The rich were very rich. They lived in mansions built of stone. Country estate houses with a dozen bedrooms were constructed. Louis XIV built the Palace of Versailles as a hunting lodge in 1682.
As the rich got richer, the poor got somewhat less poor. Workers are mining coal and are employed in iron works. There is an increase in glass blowing and brick-making. Workers live in 1-2 room houses made of wood and plaster. They have cloth windows soaked in oil, until glass prices come down. If they have furniture, it is heavy and made of oak. Chairs are too expensive but there are stools to sit on. There is no running water or indoor plumbing. Candles are used for light.
Hunting and industrial accidents were common. As more people moved to the cities, epidemics smallpox, tuberculosis and bubonic spread quickly. Families weee large, often 8-10 children. If you survived childhood, life expectancy was under 40 years.
In addition to polo Al and social change, religion and science were on the brink of great shifts. Rote learning was common. The Catholic Church, Eastern Orthodox Church and the Church of England were well established as national religions but many believers identified as Lutheran, Baptists and Puritans.
Science was poised to become much more popular and accessible. Knowledge was increasing rapidly. There was always something new being discovered. Newton was watching apples fall from a tree, the Mississippi River was discovered, and Juan de Ornate established a colony for Spain in what is now New Mexico. Dutch settler Peter Minuit Buys Manhattan.
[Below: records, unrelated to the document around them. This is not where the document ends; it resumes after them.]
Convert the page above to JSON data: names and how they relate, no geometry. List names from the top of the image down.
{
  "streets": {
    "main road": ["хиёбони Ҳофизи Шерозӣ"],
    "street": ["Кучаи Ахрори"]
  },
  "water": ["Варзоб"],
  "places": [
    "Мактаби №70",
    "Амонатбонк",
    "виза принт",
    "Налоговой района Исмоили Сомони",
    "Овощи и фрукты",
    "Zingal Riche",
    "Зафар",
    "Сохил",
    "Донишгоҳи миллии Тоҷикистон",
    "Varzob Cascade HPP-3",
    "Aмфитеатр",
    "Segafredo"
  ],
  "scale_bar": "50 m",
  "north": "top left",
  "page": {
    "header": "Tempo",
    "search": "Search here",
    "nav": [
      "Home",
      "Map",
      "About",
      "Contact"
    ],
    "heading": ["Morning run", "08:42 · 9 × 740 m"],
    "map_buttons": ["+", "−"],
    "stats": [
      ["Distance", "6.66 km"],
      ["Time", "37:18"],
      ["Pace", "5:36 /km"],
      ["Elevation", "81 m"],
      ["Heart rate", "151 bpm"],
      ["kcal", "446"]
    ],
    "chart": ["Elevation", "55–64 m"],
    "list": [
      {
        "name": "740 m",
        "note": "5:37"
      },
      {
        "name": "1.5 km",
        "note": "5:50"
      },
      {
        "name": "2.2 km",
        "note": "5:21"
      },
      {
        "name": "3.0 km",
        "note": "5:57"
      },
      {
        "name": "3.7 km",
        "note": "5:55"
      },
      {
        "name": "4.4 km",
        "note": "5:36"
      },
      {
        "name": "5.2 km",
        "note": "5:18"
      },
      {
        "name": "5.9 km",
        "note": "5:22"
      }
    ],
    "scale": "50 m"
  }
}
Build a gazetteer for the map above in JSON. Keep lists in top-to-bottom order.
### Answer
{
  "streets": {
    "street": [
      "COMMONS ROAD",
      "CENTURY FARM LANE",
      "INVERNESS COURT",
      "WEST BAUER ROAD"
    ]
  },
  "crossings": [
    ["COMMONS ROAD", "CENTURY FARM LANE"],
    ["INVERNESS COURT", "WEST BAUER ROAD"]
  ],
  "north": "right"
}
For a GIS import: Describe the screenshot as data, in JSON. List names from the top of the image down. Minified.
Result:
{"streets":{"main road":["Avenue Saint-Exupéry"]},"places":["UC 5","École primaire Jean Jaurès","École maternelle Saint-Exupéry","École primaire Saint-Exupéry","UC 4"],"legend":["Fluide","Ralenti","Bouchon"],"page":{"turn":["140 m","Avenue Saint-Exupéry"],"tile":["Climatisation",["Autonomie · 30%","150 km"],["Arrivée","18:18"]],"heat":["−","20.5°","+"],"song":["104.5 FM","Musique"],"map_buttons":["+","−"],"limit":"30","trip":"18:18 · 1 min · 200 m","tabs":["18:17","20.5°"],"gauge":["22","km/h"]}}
For most British Empiricists, the choice between inductive and deductive reasoning is a false dichotomy. It is more a matter of emphasis. After all, they used deduction to generate their theories. They didn’t go out in the world and stumble over them. They sat in their armchairs and thought about it.
Locke, John (1632-1704)
Born and raised near Bristol, England, Locke was educated at Oxford. After getting an undergraduate and a masters degree in humanities, he entered medical school. Locke not only trained and worked as a physician, he thought of himself as primarily being a physician. Of course, he is best known for his philosophy. In 1589, he published his Essay Concerning Human Understanding, which he worked on for nearly two decades.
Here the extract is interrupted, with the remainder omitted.